An average value is computed using

$$ {\text{Average}} = \frac{{ 2 5 5- {\text{difference}}}}{\text{Count}} $$

The number of pixels (=count) is replaced by this average value which is near to the actual value.

4 Methodology

Here, we describe the algorithms with examples taken over a sample Lena image. For our work, we have used the standard set of grayscale images of size 512 × 512.

4.1 Algorithm Used for Compression

1. 1.

   Input the grayscale image pixel intensity values.

2. 2.

   In the raster scan manner, count the number of pixels whose sum <=255

   $$ {\text{Sum}} = f\left[ {x,y} \right] + f \, \left[ {x,y + 1} \right] \, + \ldots f\left[ {x,y + n} \right] $$

   (1)

   Condition is checked using Eq. (2)

   $$ f\left[ {x,y} \right] + f \, \left[ {x,y + 1} \right] \, + \ldots f\left[ {x,y + n} \right] \, \left( {{\text{count}}\,{\text{of}}\,{\text{pixels}}} \right) < = 255\left( {\text{threshold}} \right) $$

   (2)
3. 3.

   Store this count in a ‘count’ file.

4. 4.

   Find the difference using Eq. (3)

   $$ {\text{Diff}} = {\text{ sum}} - 2 5 5 $$

   (3)
5. 5.

   Store this difference in ‘difference’ file

6. 6.

   Huffman encode the files.

Outputs generated are count value file and difference file.

4.2 Algorithm Used for Decompression

We can reconstruct the image using following algorithm using ‘count’ and ‘difference’ as input files

1. 1.

   Input the values from count and difference files generated by compression.

2. 2.

   Do the Huffman decoding.

3. 3.

   Declare an array for image reconstruction.

4. 4.

   C = count value, D = difference value

5. 5.

   Diff = 255 − D

6. 6.

   Reconstruct ‘C’ number of pixels with a value ‘Avg’
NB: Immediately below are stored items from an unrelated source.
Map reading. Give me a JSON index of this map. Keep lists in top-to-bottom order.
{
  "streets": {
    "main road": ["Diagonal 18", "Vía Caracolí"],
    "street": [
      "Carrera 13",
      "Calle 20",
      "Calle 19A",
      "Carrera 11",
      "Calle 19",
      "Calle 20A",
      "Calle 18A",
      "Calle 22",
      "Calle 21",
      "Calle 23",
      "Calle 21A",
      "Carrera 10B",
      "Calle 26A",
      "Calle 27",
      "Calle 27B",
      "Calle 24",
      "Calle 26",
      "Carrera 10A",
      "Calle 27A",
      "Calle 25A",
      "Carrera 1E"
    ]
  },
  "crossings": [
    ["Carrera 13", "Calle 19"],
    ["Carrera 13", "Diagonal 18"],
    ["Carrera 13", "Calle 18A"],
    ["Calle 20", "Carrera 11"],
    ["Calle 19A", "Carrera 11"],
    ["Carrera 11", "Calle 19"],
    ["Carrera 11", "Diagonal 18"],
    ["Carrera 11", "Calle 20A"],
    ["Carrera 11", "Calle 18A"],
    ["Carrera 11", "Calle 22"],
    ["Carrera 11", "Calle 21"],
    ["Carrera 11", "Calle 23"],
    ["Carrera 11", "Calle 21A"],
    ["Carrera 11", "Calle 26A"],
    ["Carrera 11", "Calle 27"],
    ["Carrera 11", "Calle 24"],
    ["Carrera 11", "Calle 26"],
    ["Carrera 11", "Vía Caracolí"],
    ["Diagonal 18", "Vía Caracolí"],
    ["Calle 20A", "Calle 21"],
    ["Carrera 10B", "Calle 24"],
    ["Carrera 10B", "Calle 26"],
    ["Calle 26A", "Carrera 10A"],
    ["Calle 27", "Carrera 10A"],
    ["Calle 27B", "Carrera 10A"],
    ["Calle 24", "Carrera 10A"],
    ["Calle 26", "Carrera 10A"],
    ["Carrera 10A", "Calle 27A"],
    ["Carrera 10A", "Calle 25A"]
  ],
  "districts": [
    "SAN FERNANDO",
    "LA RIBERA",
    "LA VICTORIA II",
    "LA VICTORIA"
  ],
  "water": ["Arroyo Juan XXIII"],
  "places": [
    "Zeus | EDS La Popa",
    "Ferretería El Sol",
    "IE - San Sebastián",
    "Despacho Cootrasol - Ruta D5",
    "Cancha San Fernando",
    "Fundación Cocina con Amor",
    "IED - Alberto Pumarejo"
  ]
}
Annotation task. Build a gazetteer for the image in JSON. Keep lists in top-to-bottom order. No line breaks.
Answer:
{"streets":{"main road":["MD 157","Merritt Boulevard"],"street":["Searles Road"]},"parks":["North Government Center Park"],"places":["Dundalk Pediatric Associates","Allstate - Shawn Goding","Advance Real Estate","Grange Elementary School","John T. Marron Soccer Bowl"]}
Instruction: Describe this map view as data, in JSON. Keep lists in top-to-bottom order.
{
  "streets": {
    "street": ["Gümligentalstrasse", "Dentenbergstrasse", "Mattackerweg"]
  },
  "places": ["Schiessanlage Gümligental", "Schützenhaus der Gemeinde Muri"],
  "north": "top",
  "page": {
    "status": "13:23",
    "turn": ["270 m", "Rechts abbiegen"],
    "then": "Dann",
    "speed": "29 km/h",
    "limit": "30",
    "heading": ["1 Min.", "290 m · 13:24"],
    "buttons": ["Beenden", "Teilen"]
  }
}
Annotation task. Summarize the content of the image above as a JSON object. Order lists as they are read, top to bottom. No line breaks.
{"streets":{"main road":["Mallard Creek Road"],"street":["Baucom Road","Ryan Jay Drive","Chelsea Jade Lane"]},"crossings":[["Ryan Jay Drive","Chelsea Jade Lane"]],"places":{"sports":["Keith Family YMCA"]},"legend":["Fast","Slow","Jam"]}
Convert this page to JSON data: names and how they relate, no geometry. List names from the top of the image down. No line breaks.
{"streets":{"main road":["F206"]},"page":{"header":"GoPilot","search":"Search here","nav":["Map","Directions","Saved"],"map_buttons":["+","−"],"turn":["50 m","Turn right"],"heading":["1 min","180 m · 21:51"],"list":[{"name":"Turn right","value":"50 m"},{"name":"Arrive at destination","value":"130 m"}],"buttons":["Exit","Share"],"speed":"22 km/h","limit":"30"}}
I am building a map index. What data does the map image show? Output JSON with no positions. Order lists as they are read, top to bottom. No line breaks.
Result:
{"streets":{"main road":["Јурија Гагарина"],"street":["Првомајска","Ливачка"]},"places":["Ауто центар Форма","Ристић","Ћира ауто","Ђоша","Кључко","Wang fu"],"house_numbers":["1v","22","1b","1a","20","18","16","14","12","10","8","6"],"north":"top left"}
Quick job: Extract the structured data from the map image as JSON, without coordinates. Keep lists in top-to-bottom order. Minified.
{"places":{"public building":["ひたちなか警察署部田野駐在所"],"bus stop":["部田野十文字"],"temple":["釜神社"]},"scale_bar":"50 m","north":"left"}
   where \( {\text{Avg}} = {\text{Diff}}/C \)

Examples

We have applied the pixel count approach using threshold over grayscale images. Here, we discuss this algorithm with examples of two sample sets of Lena image.

Compression:

The input image is scanned in raster scan manner. The pixel intensity values of adjacent pixels are added till it is lesser than a threshold. In this case, threshold is taken as 255. The count value is stored in a file say ‘count.’ The difference between the sum and threshold is calculated and stored in a file say ‘difference.’ Figure 1a, b show two sample sets of Lena image.

Fig. 1

a Sample set 1 of Lena image. b Sample set 2 of Lena image

Calculations for sample set 1:

1. 1.

   Initially, first pixel which is 162 < 255 is considered (Fig. 1a). Since it is lesser than the threshold, i.e., 255, next pixel value is added which is again 162.

   162 + 162 = 324 which is greater than threshold, 255. Hence, count is stopped at 1 and the count is saved as ‘1’ in ‘count’ file.

2. 2.

   Next, compute the difference as, Difference = 255 − 162 = 93

   Ninety-three is stored in ‘difference’ file.

Calculations for sample set 2:

1. 1.

   In second sample (Fig. 1b), first pixel value is 106 and seccond pixel value is 110.

   106 + 110 = 216. If we add next pixel value, i.e., 108, 216 + 108 = 324 which is greater than threshold. Hence, count is ‘2’, and this ‘2’ is saved in ‘count’ file.

2. 2.

   Now compute the difference as 255 − 216 = 39 and ‘39’ is saved in ‘difference’ file.

Similarly, count and difference are computed for next pixels and stored in ‘count’ file as shown in Fig. 2a, b and ‘difference’ file as shown in Fig. 3a, b.

Fig. 2

a Count file for sample set 1. b Count file for sample set 2

Fig. 3

a Difference file for sample set 1. b Difference file for sample set 2

Decompression

Calculations for reconstruction:

Initially, encoded ‘count’ and ‘difference’ files are read and Huffman decoded. A two-dimensional array arr[i, j] is declared to store reconstructed values.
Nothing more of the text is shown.